WHAT YOU SHOULD DO: Whenever the word "rows" occurs in a line of the material below, that line is counted. Report only the count.

DATASET RECORDS:
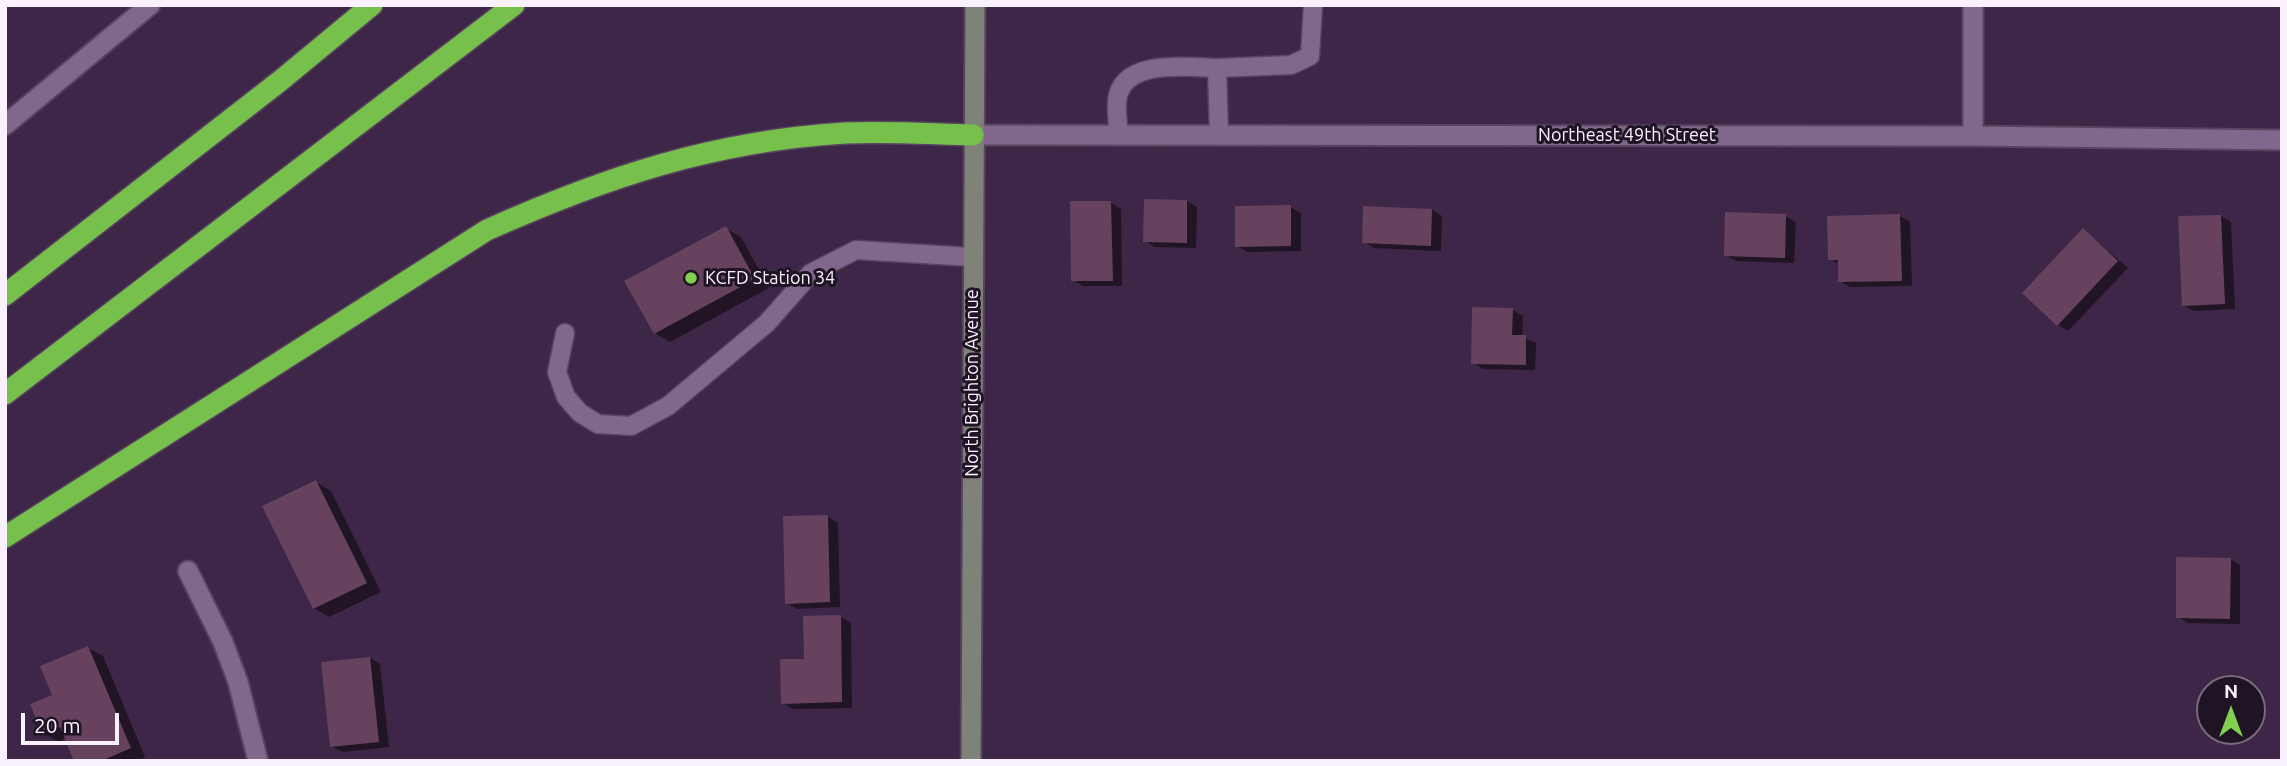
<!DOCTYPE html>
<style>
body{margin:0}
#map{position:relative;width:2287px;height:766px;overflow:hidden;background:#3d2647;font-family:Ubuntu,sans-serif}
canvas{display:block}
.frame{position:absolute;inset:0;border:7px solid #faf1fe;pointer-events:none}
.north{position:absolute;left:2196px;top:675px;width:70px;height:70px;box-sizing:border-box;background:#1f1423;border:2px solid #776c7b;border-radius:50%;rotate:0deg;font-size:19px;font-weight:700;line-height:28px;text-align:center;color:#faf1fe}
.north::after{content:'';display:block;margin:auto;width:24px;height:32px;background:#81d050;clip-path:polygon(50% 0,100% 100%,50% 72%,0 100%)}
.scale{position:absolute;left:21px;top:713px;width:98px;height:32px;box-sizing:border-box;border:4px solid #faf1fe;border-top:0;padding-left:9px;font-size:21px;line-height:24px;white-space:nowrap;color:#faf1fe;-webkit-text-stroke:5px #1f1423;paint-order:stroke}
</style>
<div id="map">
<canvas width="2287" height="766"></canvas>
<div class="frame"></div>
<div class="north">N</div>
<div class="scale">20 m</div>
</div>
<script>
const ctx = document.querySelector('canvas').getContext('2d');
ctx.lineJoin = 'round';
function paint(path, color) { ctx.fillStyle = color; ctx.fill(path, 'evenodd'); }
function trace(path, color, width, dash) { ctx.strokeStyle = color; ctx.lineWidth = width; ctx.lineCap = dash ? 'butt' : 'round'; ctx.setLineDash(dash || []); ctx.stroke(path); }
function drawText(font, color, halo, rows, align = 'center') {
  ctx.font = font + ' Ubuntu,sans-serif'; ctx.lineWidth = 6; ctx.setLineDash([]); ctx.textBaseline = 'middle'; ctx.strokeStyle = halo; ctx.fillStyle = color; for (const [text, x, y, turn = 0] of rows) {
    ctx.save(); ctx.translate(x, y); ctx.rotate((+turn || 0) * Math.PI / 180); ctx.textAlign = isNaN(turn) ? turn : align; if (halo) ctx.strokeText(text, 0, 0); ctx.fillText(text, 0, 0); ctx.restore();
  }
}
paint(new Path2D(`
 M1187 201 1197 207 1196 248 1155 247 1145 241Z
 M1111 203 1121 209 1122 286H1083L1073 280Z
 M1290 207 1301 213V251L1248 252 1237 246Z
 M1432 210 1442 216 1441 251 1374 248 1364 242Z
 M1785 216 1796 222 1794 263 1736 261 1726 255Z
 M1900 216 1910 222 1912 286 1850 287 1840 281V264L1830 259Z
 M2221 216 2231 222 2235 309 2194 311 2183 305Z
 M725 228 741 237 769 288 670 342 655 333Z
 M2084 230 2128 268 2068 331 2058 325Z
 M1512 310 1523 316 1522 337 1536 343 1535 370 1483 369 1473 363Z
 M316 482 331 491 381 592 329 617 314 608Z
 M828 517 838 523 840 607 797 609 787 603Z
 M2230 559 2240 565V624L2188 623 2178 617Z
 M840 617 851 623 852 708 793 709 783 703 806 661Z
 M88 648 103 656 145 757 136 761H76L66 738 59 742 43 733 54 696Z
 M370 658 380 664 389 747 342 752 332 746Z`), '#0007');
paint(new Path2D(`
 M1144 199 1187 200V243L1143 242Z
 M1070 201H1111L1113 281H1071Z
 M1291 205V246L1235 247V206Z
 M1363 206 1432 209 1431 246 1362 243Z
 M1725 212 1786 214 1785 258 1724 256Z
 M1900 214 1902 281 1838 282V260H1828L1827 216Z
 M2221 215 2225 304 2182 306 2178 216Z
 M726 226 755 279 654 334 624 281Z
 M2083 228 2118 261 2057 326 2022 293Z
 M1472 307 1513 308 1512 335H1526V365L1471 364Z
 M316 480 367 583 313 609 262 506Z
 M828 515 830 602 785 604 783 516Z
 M2176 557 2231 558 2230 619 2176 618Z
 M841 615 842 702 781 704 780 659H804L803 616Z
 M88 646 131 748 101 761H74L60 727 42 734 30 704 52 695 40 666Z
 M370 657 379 742 330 747 321 662Z`), '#66425e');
const service = new Path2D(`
 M1217 68 1291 65 1310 56 1313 5
 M1119 135C1118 124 1116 112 1117 101 1121 58 1188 67 1217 68L1219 135
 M565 333 557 372 566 397 580 413 598 424 631 426 668 406 767 323 811 273 856 250 972 257`);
const minor = new Path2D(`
 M1973 5V136
 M5 125 150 5
 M973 135 1973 136 2282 140
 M188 571 223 642 238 682 258 761`);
const secondary = new Path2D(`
 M971 761 975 5`);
const motorway = new Path2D(`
 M5 295 280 81 372 5
 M5 394 514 5
 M5 537 487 230C606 177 714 141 845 133 887 131 930 134 973 135`);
trace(service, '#57445f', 21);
trace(minor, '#57445f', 23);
trace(secondary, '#57445f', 23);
trace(motorway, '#57445f', 24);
trace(service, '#81678c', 18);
trace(minor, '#81678c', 19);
trace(secondary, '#7e8279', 19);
trace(motorway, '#78c04c', 21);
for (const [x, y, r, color] of [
 [691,278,7,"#81d050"]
]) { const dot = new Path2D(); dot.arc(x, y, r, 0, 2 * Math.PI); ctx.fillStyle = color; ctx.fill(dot); trace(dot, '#1f1423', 2.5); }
drawText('18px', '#faf1fe', '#1f1423', [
 ["Northeast 49th Street",1627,135],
 ["North Brighton Avenue",972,383,-90]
]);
drawText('18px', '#faf1fe', '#1f1423', [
 ["KCFD Station 34",705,278]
], 'left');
</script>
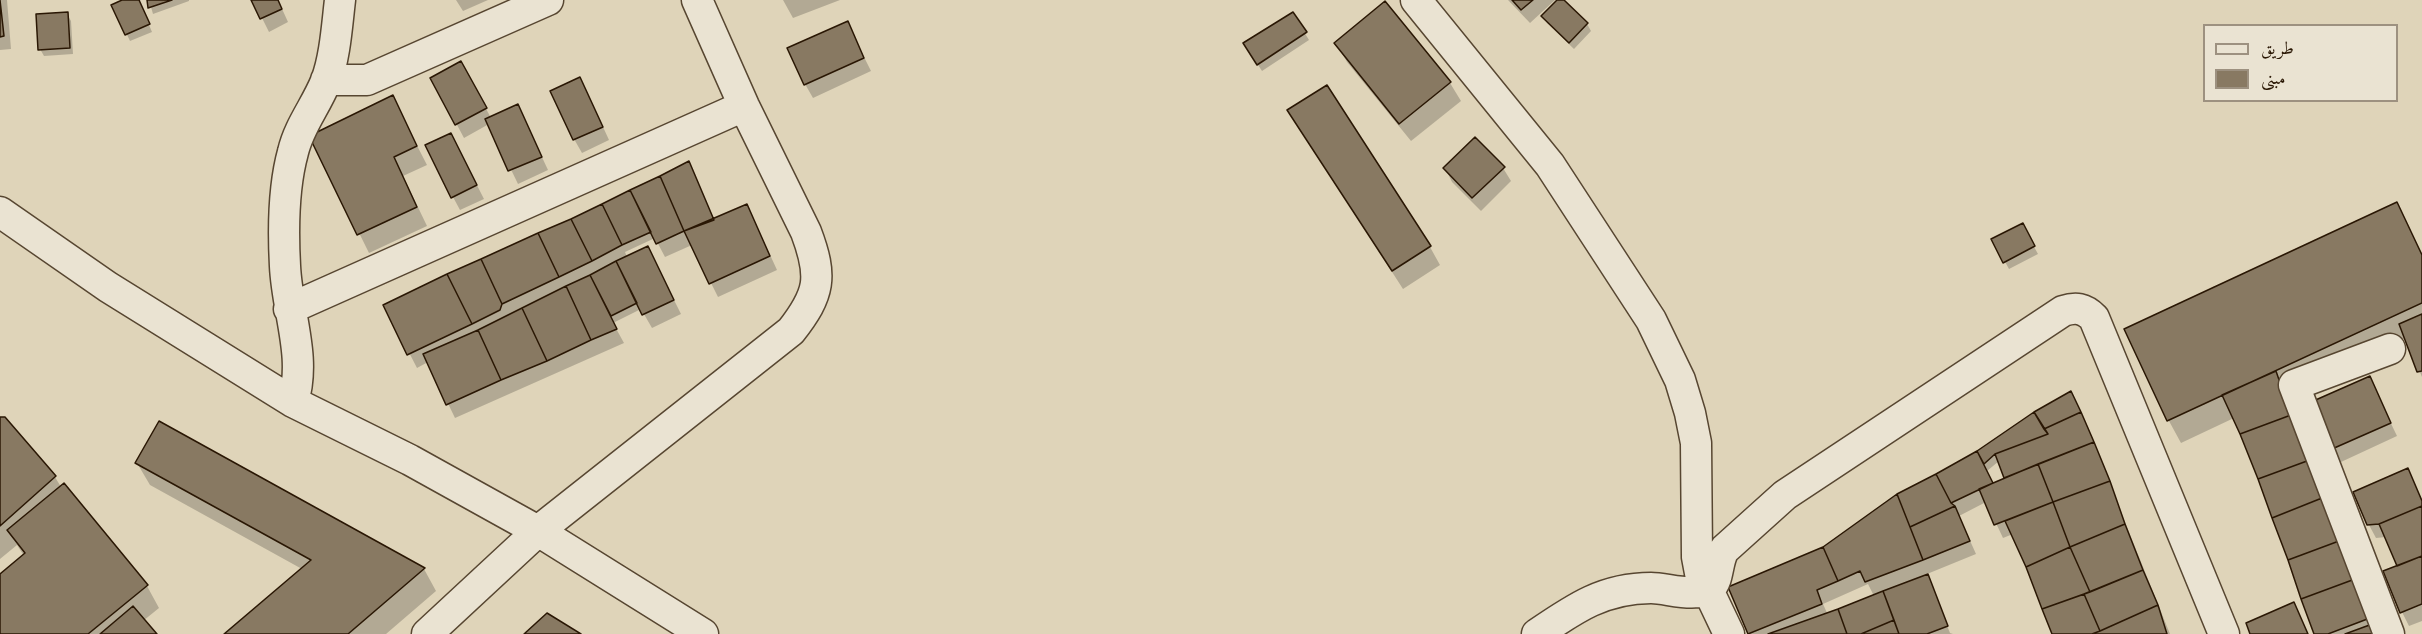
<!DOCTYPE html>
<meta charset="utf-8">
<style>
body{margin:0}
#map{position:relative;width:2422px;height:634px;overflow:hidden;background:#dfd4b9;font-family:Cardo,Amiri,serif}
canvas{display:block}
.legend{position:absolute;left:2203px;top:24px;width:195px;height:78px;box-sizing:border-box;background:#eae3d2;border:2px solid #9d9180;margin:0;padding:8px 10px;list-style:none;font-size:18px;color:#2a1704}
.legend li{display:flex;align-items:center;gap:12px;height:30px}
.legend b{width:30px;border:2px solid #9d9180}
</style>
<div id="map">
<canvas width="2422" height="634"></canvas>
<ul class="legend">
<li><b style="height:8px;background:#eae3d2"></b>طريق</li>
<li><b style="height:16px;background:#887962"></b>مبنى</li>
</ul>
</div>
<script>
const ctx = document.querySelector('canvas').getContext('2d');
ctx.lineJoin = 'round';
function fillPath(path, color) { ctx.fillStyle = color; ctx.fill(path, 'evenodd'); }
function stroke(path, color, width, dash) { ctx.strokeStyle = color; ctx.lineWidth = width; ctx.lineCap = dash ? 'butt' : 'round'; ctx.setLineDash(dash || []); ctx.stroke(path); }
const shadow = new Path2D(`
 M0,0H7L11,49L0,50Z
 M126,0H141L139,1L152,32L130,41L113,6Z
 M149,0H189V1L153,14Z
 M253,0H278L288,22L269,32Z
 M456,0H488L463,11Z
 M783,0H840L793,18Z
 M1508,0H1555L1530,23Z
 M1559,0H1562L1587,24L1591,31L1574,49L1547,23L1543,16Z
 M67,14L71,21L73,54L44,56L40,49Z
 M1293,14L1309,40L1262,71L1249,51Z
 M847,23L871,71L813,98L805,84Z
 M1336,43L1450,83L1461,101L1411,141L1347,62Z
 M469,77L491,118L518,106L548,170L518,184L489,124L464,138L432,78Z
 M587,92L609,140L582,153L574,139Z
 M392,97L427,165L403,176L427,226L369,253L311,136Z
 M1300,129L1430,247L1440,265L1403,289Z
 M458,148L484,199L460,210L453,197Z
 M688,163L715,221L754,220L777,270L718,297L692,245L665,257L655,238L625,252L627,257L648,248L681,314L652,328L641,309L613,323L624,343L455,418L428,362L417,368L385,306L602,206Z
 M1445,168H1503L1511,181L1481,211L1452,182Z
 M2396,204L2422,253V377L2406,338L2286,394L2380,634H2316L2259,479L2234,418L2181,443L2169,421L2126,330Z
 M2022,225L2038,254L2009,269L1993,240Z
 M2369,378L2397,436L2341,462L2334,448Z
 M0,418L55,477L61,487L147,586L159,608L143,621L155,634H0V575L24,556L17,545L0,559Z
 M2084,420L2170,634H2052L2027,566L2013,534L2003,538L1986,502L1959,516L1976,554L1927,574L1934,588H1932L1950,633L1953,634H1750L1730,588L1824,548L1898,495L1978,452ZM1999,461L2007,479L1993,484L1987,471ZM1868,584L1874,596L1827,613L1823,604Z
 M137,463L424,569L436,591L386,634H226L302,569L150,485Z
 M2407,470L2422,500V621L2409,626L2402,612L2399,567L2386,537L2376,538L2369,525Z`);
const building = new Path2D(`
 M0,0L4,36L0,37Z
 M122,0H139L150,24L125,35L111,5Z
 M147,0H172L148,8Z
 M251,0H278L282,9L260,19Z
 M1512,0H1533L1521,10Z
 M1557,0H1564L1588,23L1569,43L1541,16Z
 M1385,1L1451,82L1399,124L1334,43Z
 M68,12L70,48L38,50L36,14Z
 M1293,12L1307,32L1257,65L1243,43Z
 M848,21L864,58L804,85L787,48Z
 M461,61L487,108L455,125L430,78Z
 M580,77L603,127L573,140L550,91Z
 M1327,85L1431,246L1392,271L1287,110Z
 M393,95L417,146L394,157L417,207L357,235L309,136Z
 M518,104L542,157L508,171L485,119Z
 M451,133L477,185L451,198L425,145Z
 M1475,137L1505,167L1472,198L1443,168Z
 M689,161L714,220L684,231L660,176Z
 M660,176L684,231L656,244L630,190Z
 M630,190L651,232L622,245L602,204Z
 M2397,202L2422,255V303L2167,421L2124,329Z
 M602,204L622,245L592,261L571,219Z
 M747,204L770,256L709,284L684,231Z
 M571,219L592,261L559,277L538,233Z
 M2023,223L2035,246L2003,263L1991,239Z
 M538,233L559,277L502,304L481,259Z
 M648,246L674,300L642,315L616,261Z
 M481,259L502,304L500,310L472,324L447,274Z
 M616,261L637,303L611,316L590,275Z
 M447,274L472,324L407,355L383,305Z
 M590,275L617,329L591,340L566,286Z
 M566,286L591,340L547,361L522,308Z
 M522,308L547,361L501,380L478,330Z
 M2422,314V371L2417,372L2399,324Z
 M478,330L501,380L446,405L423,354Z
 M2276,371L2291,415L2240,434L2222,395Z
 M2370,376L2391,423L2332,449L2311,402Z
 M2071,391L2081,412L2044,429L2034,412Z
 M2034,412L2048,434L1995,454L1984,464L1977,451Z
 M2081,412L2094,442L2004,478L1995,454L2048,434L2044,429Z
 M2291,415L2307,461L2258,479L2240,434Z
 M0,417H5L56,476L0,526Z
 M159,421L425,568L348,634H224L311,560L135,463Z
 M2094,442L2110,481L2053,502L2038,464Z
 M1977,451L1993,483L1951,503L1936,474Z
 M2307,461L2322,498L2272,518L2258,479Z
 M2038,464L2053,502L1994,525L1979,489Z
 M2408,468L2422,501V506L2379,524L2367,525L2353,492Z
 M1936,474L1951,503L1955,506L1910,527L1897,494Z
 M2110,481L2125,524L2070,547L2053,502Z
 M64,483L148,585L88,634H0V574L25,553L7,530Z
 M1897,494L1923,560L1865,582L1860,571L1838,581L1823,547Z
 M2322,498L2339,541L2288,560L2272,518Z
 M2053,502L2070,547L2026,567L2005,521Z
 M1955,506L1970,541L1923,560L1910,527Z
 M2422,506V556L2397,566L2379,524Z
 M2125,524L2143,570L2090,592L2070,547Z
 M2339,541L2355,579L2301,599L2288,560Z
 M1823,547L1838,581L1817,590L1822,604L1748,634L1728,587Z
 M2070,547L2090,592L2042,609L2026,567Z
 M2422,556V604L2400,613L2383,571Z
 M2143,570L2158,605L2100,631L2084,594Z
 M1928,574L1948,626L1927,634H1899L1883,591Z
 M2355,579L2370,618L2328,634H2314L2301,599Z
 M1883,591L1894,620L1861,634H1847L1838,609Z
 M2084,594L2100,631L2092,634H2052L2042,609Z
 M2294,602L2308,634H2250L2246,623Z
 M2158,605L2167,634H2092L2100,631Z
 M133,606L157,634H100Z
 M1838,609L1847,634H1768Z
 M547,613L581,634H524Z
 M1894,620L1899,634H1861Z
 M2375,623L2380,634H2345Z`);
const street = new Path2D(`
 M1416,0L1550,165L1651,320L1680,380L1690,413L1696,443L1697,557L1700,573L1729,634
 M326,80H367L548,0
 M0,212L108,287L293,402L410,460L538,531L703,634
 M289,309L744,106
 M293,402C307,357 287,312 285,266C283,229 283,188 293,152C299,126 316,106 326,81C335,58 337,25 340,0
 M427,634L538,531L791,331C820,294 823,277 806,232L744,106L697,0
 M1537,634C1575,608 1604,588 1651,588C1668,588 1696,599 1711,587C1719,580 1717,559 1725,549L1785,495L2063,311C2076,307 2084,308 2094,318L2224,634
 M2389,634L2294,385L2390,349`);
fillPath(shadow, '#0003');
fillPath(building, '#887962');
stroke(building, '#2a1704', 1.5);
stroke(street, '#574631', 33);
stroke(street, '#eae3d2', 30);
</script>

WRITTEN SOLUTION: 2